Os documentos oficiais incluem resumos de investigação sobre a forma como o organismo processa o medicamento, observando que foram detetadas diferenças entre sexos. Especificamente, a informação indica que a idade avançada e o sexo feminino estão associados a uma diminuição da taxa de eliminação do medicamento pelo organismo.


P: É seguro conduzir ou operar máquinas enquanto se toma Melva?

A informação oficial para o doente alerta que o medicamento pode causar efeitos como tonturas, sonolência ou visão turva em algumas pessoas. Recomenda-se precaução ao conduzir ou ao operar maquinaria complexa.


P: O Melva afeta o apetite?

A documentação oficial lista efeitos secundários gastrointestinais, tais como náuseas e vómitos. Além disso, sinais de potenciais problemas hepáticos, que requerem atenção, incluem a perda de apetite e sintomas semelhantes aos da gripe.

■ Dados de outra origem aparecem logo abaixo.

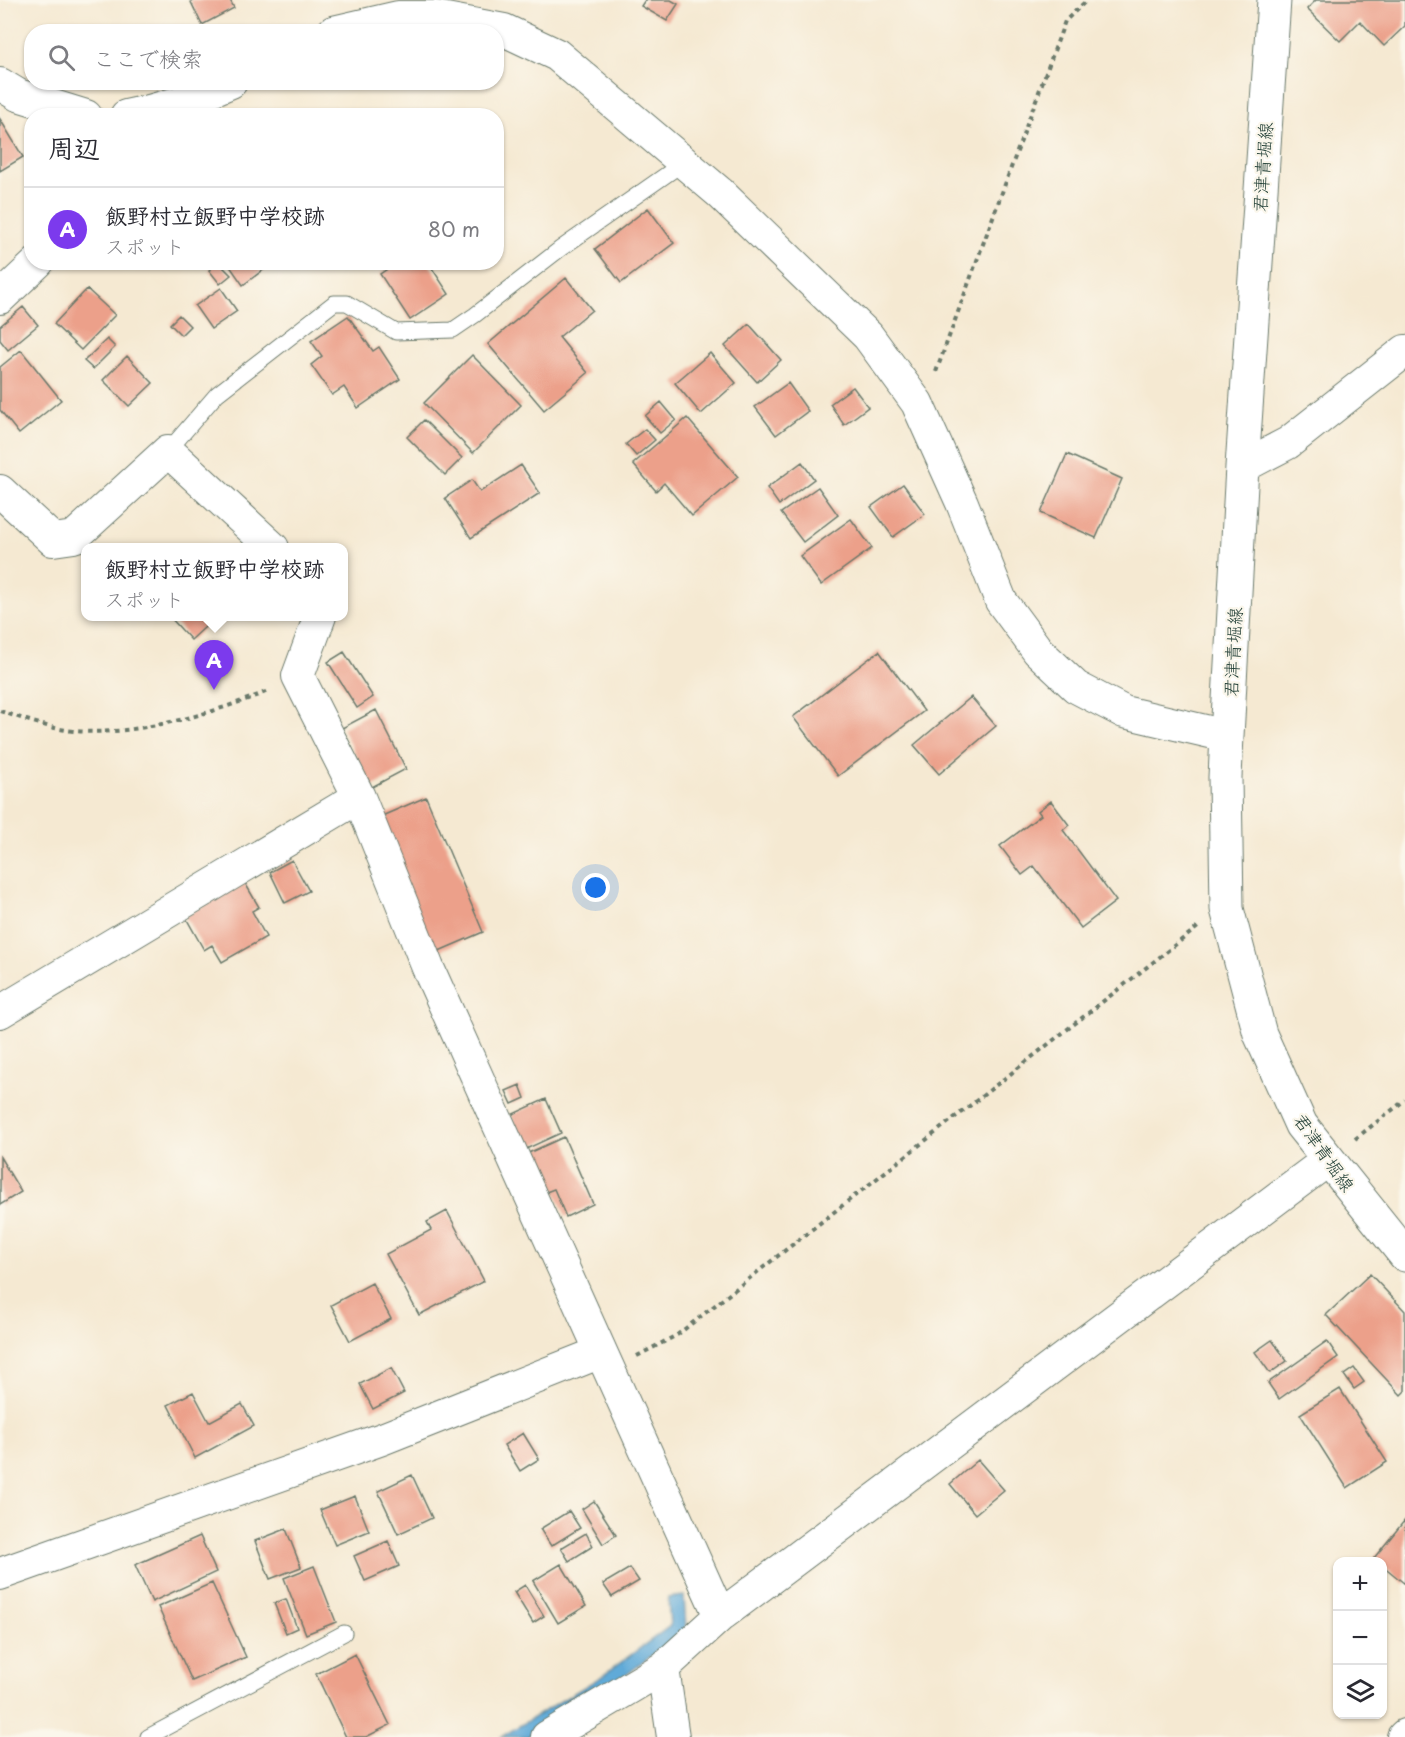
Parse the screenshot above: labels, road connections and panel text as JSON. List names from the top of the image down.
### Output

P: Que tipo de monitorização (como análises ao sangue) é por vezes necessária enquanto se toma Melva?

Devido ao potencial para efeitos secundários no sangue, as orientações oficiais enfatizam que é necessária uma monitorização contínua, incluindo verificações de hemogramas (como níveis de células, plaquetas e hemoglobina). A monitorização de sinais de infeção é também obrigatória.


P: O Melva interage com suplementos à base de ervas, como a Erva de São João?

As informações do medicamento listam interações clinicamente significativas com fármacos que afetam certas enzimas hepáticas (sistema CYP450). Uma vez que muitos suplementos à base de ervas podem influenciar estas mesmas enzimas, a partilha de todos os suplementos utilizados com o profissional de saúde é relevante devido ao potencial de interações.


P: O Melva pode causar tonturas ou atordoamento?

Sim, a documentação oficial lista as tonturas como uma reação adversa conhecida e não grave associada à utilização do medicamento.


P: O Melva é um tratamento a longo prazo ou a curto prazo?

O Melva é oficialmente indicado para o alívio da dor e da inflamação associadas a condições crónicas, como a Artrite Reumatoide e a Osteoartrite. No entanto, os princípios gerais exigem que o medicamento seja administrado na dose eficaz mais baixa e durante o período mais curto necessário para a condição a ser tratada.

Como Melva deve ser armazenado e descartado?

Como Armazenar e Eliminar o Melva

O Melva (Meloxicam) deve ser armazenado e manuseado de acordo com requisitos específicos para manter a sua estabilidade e garantir a segurança de todos os utilizadores.

Condições Oficiais de Armazenamento

Condição Requisito
Temperatura Conservar a Temperatura Ambiente Controlada, entre os 20 °C e os 25 °C.
Proteção Manter no recipiente original bem fechado e em local seco; deve evitar-se o calor excessivo e a humidade, não sendo recomendável o armazenamento na casa de banho.
Segurança Infantil Manter o medicamento fora da vista e do alcance das crianças e assegurar que todas as tampas de segurança estão devidamente fixadas.

Instruções para Eliminação

O Meloxicam não utilizado ou que tenha ultrapassado o prazo de validade deve ser eliminado através de um programa de retoma de medicamentos ou seguindo as diretrizes específicas para a eliminação segura em resíduos domésticos. O medicamento não deve, em circunstância alguma, ser deitado na sanita ou despejado num lavatório. A eliminação deve cumprir rigorosamente as regulamentações ambientais e de segurança do consumidor vigentes.

Atenção! Sempre consulte um médico ou farmacêutico antes de usar pílulas ou medicamentos.